*** Begin section ***
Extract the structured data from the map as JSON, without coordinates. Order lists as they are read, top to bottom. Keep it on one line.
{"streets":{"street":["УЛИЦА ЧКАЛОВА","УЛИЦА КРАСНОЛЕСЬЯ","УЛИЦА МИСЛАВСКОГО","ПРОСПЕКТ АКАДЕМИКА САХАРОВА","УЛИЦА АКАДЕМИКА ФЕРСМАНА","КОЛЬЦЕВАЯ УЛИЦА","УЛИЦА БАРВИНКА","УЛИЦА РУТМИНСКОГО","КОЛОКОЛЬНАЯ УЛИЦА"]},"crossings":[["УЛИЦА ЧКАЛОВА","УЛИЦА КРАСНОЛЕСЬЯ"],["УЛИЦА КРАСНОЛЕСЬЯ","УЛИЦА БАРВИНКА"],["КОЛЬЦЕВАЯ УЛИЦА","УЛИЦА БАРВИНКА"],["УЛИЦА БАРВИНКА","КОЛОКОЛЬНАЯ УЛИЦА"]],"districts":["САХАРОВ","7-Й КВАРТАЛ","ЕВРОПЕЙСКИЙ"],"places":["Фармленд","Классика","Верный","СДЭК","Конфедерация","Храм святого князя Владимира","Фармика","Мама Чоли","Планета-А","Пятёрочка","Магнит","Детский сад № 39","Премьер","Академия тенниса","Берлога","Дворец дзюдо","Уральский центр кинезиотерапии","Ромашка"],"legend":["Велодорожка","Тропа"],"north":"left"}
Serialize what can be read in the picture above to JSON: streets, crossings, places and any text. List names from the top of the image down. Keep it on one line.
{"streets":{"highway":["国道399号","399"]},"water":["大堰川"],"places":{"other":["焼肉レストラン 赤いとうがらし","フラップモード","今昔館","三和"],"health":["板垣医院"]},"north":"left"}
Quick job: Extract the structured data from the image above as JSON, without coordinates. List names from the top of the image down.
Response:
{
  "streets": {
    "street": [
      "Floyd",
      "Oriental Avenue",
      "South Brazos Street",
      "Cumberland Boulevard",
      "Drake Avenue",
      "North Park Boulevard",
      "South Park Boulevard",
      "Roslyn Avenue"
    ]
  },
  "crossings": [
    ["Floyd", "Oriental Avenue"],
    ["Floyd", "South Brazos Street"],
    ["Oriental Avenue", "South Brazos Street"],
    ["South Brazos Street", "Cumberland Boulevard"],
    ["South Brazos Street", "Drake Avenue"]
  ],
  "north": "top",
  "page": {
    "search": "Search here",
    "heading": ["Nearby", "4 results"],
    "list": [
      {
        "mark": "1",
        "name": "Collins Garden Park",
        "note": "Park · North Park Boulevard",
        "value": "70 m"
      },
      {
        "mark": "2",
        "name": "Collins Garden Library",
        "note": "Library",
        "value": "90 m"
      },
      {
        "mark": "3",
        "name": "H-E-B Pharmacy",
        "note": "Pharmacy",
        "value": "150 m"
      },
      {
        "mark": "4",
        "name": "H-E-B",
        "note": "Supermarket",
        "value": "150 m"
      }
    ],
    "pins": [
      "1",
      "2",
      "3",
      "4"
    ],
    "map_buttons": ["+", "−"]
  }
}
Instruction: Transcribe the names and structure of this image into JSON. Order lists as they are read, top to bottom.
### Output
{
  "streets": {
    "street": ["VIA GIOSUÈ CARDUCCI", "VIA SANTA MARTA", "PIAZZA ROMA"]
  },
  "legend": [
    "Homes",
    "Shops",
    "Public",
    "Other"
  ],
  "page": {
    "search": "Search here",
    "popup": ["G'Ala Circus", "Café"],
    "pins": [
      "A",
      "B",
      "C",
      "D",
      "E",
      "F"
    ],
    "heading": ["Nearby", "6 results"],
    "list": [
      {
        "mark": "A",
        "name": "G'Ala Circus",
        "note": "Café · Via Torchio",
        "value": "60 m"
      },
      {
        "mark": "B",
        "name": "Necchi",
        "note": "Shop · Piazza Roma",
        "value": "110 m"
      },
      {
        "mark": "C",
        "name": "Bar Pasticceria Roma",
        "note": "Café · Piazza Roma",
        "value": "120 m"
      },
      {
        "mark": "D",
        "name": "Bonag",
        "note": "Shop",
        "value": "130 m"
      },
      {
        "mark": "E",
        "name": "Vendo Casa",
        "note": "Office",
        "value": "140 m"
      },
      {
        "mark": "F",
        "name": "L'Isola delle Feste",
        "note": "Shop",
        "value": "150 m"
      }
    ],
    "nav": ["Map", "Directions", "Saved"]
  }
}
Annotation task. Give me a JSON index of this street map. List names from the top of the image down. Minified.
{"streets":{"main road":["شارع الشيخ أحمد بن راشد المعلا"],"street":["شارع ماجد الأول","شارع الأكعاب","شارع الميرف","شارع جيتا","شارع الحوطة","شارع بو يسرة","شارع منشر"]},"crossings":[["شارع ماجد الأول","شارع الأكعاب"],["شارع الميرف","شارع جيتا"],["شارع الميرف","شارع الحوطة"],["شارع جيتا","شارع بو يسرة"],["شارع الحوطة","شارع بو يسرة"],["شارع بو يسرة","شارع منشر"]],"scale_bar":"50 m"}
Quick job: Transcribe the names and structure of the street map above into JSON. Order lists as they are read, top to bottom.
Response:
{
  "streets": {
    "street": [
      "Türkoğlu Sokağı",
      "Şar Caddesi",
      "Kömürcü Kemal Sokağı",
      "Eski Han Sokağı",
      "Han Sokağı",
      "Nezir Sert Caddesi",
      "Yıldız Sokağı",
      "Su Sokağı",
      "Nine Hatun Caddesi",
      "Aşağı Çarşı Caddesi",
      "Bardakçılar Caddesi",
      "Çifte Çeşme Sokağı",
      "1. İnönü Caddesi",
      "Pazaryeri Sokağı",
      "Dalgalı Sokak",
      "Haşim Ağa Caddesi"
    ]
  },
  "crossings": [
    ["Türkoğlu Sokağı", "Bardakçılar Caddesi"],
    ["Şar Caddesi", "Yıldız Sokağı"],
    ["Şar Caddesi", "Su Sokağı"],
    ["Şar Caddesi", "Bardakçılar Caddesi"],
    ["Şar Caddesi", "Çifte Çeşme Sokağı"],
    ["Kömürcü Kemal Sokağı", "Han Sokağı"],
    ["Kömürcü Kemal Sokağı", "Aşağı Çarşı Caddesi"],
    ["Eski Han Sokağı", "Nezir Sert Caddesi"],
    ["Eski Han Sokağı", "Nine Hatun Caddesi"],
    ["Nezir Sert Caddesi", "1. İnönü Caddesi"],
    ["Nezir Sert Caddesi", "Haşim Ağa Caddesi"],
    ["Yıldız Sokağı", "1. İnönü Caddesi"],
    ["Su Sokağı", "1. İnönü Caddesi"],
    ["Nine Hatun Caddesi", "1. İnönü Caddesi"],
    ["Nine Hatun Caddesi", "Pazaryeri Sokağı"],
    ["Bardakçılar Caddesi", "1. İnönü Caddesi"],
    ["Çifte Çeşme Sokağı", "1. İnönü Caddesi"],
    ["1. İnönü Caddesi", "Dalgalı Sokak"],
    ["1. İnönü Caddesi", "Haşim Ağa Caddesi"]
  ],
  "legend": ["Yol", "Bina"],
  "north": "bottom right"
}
*** End section ***
The entries are to be retyped in full, with no alteration.

Extract the structured data from the map as JSON, without coordinates. Order lists as they are read, top to bottom. Keep it on one line.
{"streets":{"street":["УЛИЦА ЧКАЛОВА","УЛИЦА КРАСНОЛЕСЬЯ","УЛИЦА МИСЛАВСКОГО","ПРОСПЕКТ АКАДЕМИКА САХАРОВА","УЛИЦА АКАДЕМИКА ФЕРСМАНА","КОЛЬЦЕВАЯ УЛИЦА","УЛИЦА БАРВИНКА","УЛИЦА РУТМИНСКОГО","КОЛОКОЛЬНАЯ УЛИЦА"]},"crossings":[["УЛИЦА ЧКАЛОВА","УЛИЦА КРАСНОЛЕСЬЯ"],["УЛИЦА КРАСНОЛЕСЬЯ","УЛИЦА БАРВИНКА"],["КОЛЬЦЕВАЯ УЛИЦА","УЛИЦА БАРВИНКА"],["УЛИЦА БАРВИНКА","КОЛОКОЛЬНАЯ УЛИЦА"]],"districts":["САХАРОВ","7-Й КВАРТАЛ","ЕВРОПЕЙСКИЙ"],"places":["Фармленд","Классика","Верный","СДЭК","Конфедерация","Храм святого князя Владимира","Фармика","Мама Чоли","Планета-А","Пятёрочка","Магнит","Детский сад № 39","Премьер","Академия тенниса","Берлога","Дворец дзюдо","Уральский центр кинезиотерапии","Ромашка"],"legend":["Велодорожка","Тропа"],"north":"left"}
Serialize what can be read in the picture above to JSON: streets, crossings, places and any text. List names from the top of the image down. Keep it on one line.
{"streets":{"highway":["国道399号","399"]},"water":["大堰川"],"places":{"other":["焼肉レストラン 赤いとうがらし","フラップモード","今昔館","三和"],"health":["板垣医院"]},"north":"left"}
Quick job: Extract the structured data from the image above as JSON, without coordinates. List names from the top of the image down.
Response:
{
  "streets": {
    "street": [
      "Floyd",
      "Oriental Avenue",
      "South Brazos Street",
      "Cumberland Boulevard",
      "Drake Avenue",
      "North Park Boulevard",
      "South Park Boulevard",
      "Roslyn Avenue"
    ]
  },
  "crossings": [
    ["Floyd", "Oriental Avenue"],
    ["Floyd", "South Brazos Street"],
    ["Oriental Avenue", "South Brazos Street"],
    ["South Brazos Street", "Cumberland Boulevard"],
    ["South Brazos Street", "Drake Avenue"]
  ],
  "north": "top",
  "page": {
    "search": "Search here",
    "heading": ["Nearby", "4 results"],
    "list": [
      {
        "mark": "1",
        "name": "Collins Garden Park",
        "note": "Park · North Park Boulevard",
        "value": "70 m"
      },
      {
        "mark": "2",
        "name": "Collins Garden Library",
        "note": "Library",
        "value": "90 m"
      },
      {
        "mark": "3",
        "name": "H-E-B Pharmacy",
        "note": "Pharmacy",
        "value": "150 m"
      },
      {
        "mark": "4",
        "name": "H-E-B",
        "note": "Supermarket",
        "value": "150 m"
      }
    ],
    "pins": [
      "1",
      "2",
      "3",
      "4"
    ],
    "map_buttons": ["+", "−"]
  }
}
Instruction: Transcribe the names and structure of this image into JSON. Order lists as they are read, top to bottom.
### Output
{
  "streets": {
    "street": ["VIA GIOSUÈ CARDUCCI", "VIA SANTA MARTA", "PIAZZA ROMA"]
  },
  "legend": [
    "Homes",
    "Shops",
    "Public",
    "Other"
  ],
  "page": {
    "search": "Search here",
    "popup": ["G'Ala Circus", "Café"],
    "pins": [
      "A",
      "B",
      "C",
      "D",
      "E",
      "F"
    ],
    "heading": ["Nearby", "6 results"],
    "list": [
      {
        "mark": "A",
        "name": "G'Ala Circus",
        "note": "Café · Via Torchio",
        "value": "60 m"
      },
      {
        "mark": "B",
        "name": "Necchi",
        "note": "Shop · Piazza Roma",
        "value": "110 m"
      },
      {
        "mark": "C",
        "name": "Bar Pasticceria Roma",
        "note": "Café · Piazza Roma",
        "value": "120 m"
      },
      {
        "mark": "D",
        "name": "Bonag",
        "note": "Shop",
        "value": "130 m"
      },
      {
        "mark": "E",
        "name": "Vendo Casa",
        "note": "Office",
        "value": "140 m"
      },
      {
        "mark": "F",
        "name": "L'Isola delle Feste",
        "note": "Shop",
        "value": "150 m"
      }
    ],
    "nav": ["Map", "Directions", "Saved"]
  }
}
Annotation task. Give me a JSON index of this street map. List names from the top of the image down. Minified.
{"streets":{"main road":["شارع الشيخ أحمد بن راشد المعلا"],"street":["شارع ماجد الأول","شارع الأكعاب","شارع الميرف","شارع جيتا","شارع الحوطة","شارع بو يسرة","شارع منشر"]},"crossings":[["شارع ماجد الأول","شارع الأكعاب"],["شارع الميرف","شارع جيتا"],["شارع الميرف","شارع الحوطة"],["شارع جيتا","شارع بو يسرة"],["شارع الحوطة","شارع بو يسرة"],["شارع بو يسرة","شارع منشر"]],"scale_bar":"50 m"}
Quick job: Transcribe the names and structure of the street map above into JSON. Order lists as they are read, top to bottom.
Response:
{
  "streets": {
    "street": [
      "Türkoğlu Sokağı",
      "Şar Caddesi",
      "Kömürcü Kemal Sokağı",
      "Eski Han Sokağı",
      "Han Sokağı",
      "Nezir Sert Caddesi",
      "Yıldız Sokağı",
      "Su Sokağı",
      "Nine Hatun Caddesi",
      "Aşağı Çarşı Caddesi",
      "Bardakçılar Caddesi",
      "Çifte Çeşme Sokağı",
      "1. İnönü Caddesi",
      "Pazaryeri Sokağı",
      "Dalgalı Sokak",
      "Haşim Ağa Caddesi"
    ]
  },
  "crossings": [
    ["Türkoğlu Sokağı", "Bardakçılar Caddesi"],
    ["Şar Caddesi", "Yıldız Sokağı"],
    ["Şar Caddesi", "Su Sokağı"],
    ["Şar Caddesi", "Bardakçılar Caddesi"],
    ["Şar Caddesi", "Çifte Çeşme Sokağı"],
    ["Kömürcü Kemal Sokağı", "Han Sokağı"],
    ["Kömürcü Kemal Sokağı", "Aşağı Çarşı Caddesi"],
    ["Eski Han Sokağı", "Nezir Sert Caddesi"],
    ["Eski Han Sokağı", "Nine Hatun Caddesi"],
    ["Nezir Sert Caddesi", "1. İnönü Caddesi"],
    ["Nezir Sert Caddesi", "Haşim Ağa Caddesi"],
    ["Yıldız Sokağı", "1. İnönü Caddesi"],
    ["Su Sokağı", "1. İnönü Caddesi"],
    ["Nine Hatun Caddesi", "1. İnönü Caddesi"],
    ["Nine Hatun Caddesi", "Pazaryeri Sokağı"],
    ["Bardakçılar Caddesi", "1. İnönü Caddesi"],
    ["Çifte Çeşme Sokağı", "1. İnönü Caddesi"],
    ["1. İnönü Caddesi", "Dalgalı Sokak"],
    ["1. İnönü Caddesi", "Haşim Ağa Caddesi"]
  ],
  "legend": ["Yol", "Bina"],
  "north": "bottom right"
}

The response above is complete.